Паровоз снова пронзительно свистит, заставляя матушку подпрыгнуть на месте.

— Вот что, я разрешу тебе надеть мое ожерелье. Давай, надень его. Я знаю, оно тебе всегда очень нравилось.

Я стою, онемев от изумления, пока мать украшает меня ожерельем, которое мне действительно всегда хотелось иметь, — но теперь оно кажется невероятно тяжелой, блестящей и отвратительной безделушкой. Взяткой. Матушка снова быстро оглядывает пыльную торговую площадь, а потом ее зеленые глаза опять останавливаются на мне.

— Ну вот.
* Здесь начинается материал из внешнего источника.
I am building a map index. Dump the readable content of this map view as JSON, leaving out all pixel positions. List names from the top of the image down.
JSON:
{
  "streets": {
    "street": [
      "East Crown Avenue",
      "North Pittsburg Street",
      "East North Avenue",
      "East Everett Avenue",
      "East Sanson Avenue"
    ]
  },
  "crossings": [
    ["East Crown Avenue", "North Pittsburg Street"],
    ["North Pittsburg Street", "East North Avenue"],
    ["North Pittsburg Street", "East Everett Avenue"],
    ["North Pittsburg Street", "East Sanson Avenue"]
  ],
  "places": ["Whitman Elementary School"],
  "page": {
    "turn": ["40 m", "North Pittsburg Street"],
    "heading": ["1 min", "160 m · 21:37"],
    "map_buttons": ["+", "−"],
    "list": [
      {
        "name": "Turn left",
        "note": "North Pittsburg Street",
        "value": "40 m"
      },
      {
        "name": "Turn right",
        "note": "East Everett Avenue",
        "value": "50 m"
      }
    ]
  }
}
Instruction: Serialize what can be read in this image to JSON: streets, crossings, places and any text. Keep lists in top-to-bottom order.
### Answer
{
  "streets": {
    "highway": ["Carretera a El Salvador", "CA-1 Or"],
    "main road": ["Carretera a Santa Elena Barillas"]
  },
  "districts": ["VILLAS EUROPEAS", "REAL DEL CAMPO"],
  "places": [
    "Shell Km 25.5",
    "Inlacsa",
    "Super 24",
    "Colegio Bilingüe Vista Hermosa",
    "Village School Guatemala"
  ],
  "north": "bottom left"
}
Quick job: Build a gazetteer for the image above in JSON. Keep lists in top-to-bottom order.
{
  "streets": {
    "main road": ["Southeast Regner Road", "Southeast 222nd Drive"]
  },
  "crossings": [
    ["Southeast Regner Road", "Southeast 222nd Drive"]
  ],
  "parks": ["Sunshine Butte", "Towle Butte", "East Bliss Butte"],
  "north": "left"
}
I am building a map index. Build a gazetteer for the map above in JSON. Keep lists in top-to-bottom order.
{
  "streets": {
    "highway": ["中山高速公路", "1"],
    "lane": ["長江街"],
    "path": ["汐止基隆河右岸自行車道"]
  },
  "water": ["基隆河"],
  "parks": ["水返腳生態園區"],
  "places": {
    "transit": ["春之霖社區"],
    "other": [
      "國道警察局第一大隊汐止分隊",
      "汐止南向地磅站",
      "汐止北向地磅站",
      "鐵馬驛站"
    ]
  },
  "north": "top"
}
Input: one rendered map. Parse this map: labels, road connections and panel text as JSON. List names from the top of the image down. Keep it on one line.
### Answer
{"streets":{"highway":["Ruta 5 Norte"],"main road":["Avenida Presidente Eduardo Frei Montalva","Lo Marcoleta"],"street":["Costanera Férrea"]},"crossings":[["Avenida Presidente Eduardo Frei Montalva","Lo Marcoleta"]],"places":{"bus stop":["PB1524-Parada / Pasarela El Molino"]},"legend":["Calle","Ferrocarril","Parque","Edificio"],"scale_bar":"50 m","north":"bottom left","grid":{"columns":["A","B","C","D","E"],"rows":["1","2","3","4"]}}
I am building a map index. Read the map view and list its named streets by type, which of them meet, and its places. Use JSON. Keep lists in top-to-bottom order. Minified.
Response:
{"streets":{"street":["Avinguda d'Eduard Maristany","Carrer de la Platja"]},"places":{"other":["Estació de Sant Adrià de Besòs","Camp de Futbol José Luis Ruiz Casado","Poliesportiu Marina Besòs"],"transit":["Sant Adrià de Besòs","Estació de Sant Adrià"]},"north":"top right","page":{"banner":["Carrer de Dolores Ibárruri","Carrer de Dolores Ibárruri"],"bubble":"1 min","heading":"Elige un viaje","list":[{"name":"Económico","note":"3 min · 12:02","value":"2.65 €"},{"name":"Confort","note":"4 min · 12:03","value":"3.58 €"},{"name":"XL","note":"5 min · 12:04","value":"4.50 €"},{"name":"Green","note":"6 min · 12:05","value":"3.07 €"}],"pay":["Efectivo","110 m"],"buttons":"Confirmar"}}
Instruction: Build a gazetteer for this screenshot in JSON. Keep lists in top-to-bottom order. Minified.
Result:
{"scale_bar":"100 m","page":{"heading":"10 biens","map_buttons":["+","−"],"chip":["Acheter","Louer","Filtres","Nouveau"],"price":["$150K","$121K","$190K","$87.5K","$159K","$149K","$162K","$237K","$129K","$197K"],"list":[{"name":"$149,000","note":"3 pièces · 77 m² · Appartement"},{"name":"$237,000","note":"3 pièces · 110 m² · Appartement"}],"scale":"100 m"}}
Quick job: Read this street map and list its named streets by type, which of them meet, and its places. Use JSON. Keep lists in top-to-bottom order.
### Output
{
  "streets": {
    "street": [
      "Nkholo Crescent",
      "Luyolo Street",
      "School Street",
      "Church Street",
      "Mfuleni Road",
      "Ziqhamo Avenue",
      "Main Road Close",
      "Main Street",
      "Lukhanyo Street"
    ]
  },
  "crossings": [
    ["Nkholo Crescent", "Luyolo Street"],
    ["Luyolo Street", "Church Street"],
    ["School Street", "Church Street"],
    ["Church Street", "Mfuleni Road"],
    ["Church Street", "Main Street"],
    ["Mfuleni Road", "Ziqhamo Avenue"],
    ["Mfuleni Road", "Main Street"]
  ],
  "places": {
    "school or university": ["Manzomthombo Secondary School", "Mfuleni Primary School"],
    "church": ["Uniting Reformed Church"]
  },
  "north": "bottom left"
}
Ты выглядишь… совсем взрослой.

Она прижимает затянутую в перчатку руку к моей щеке и медлит, как будто хочет, чтобы ее пальцы запомнили это ощущение.

— Увидимся дома.

Я не желаю, чтобы кто-нибудь заметил слезы в моих глазах, и потому стараюсь придумать что-нибудь самое злое, что только можно было бы сказать в такой момент. И прежде чем уйти с базара, бросаю матери:

— Если ты вообще не вернешься домой, я не слишком огорчусь.

ГЛАВА 2

Я бегу прочь сквозь толпу торговцев и нищих детей, мимо вонючих верблюдов, чуть не налетаю на двух мужчин, несущих несколько новых сари на веревке, натянутой между двумя шестами. Я бросаюсь в узкую боковую улочку, мчусь по извилистым переулкам, наконец останавливаюсь перевести дыхание. Горячие слезы льются по щекам. Я позволяю себе заплакать — потому что вокруг нет никого, кто мог бы это увидеть.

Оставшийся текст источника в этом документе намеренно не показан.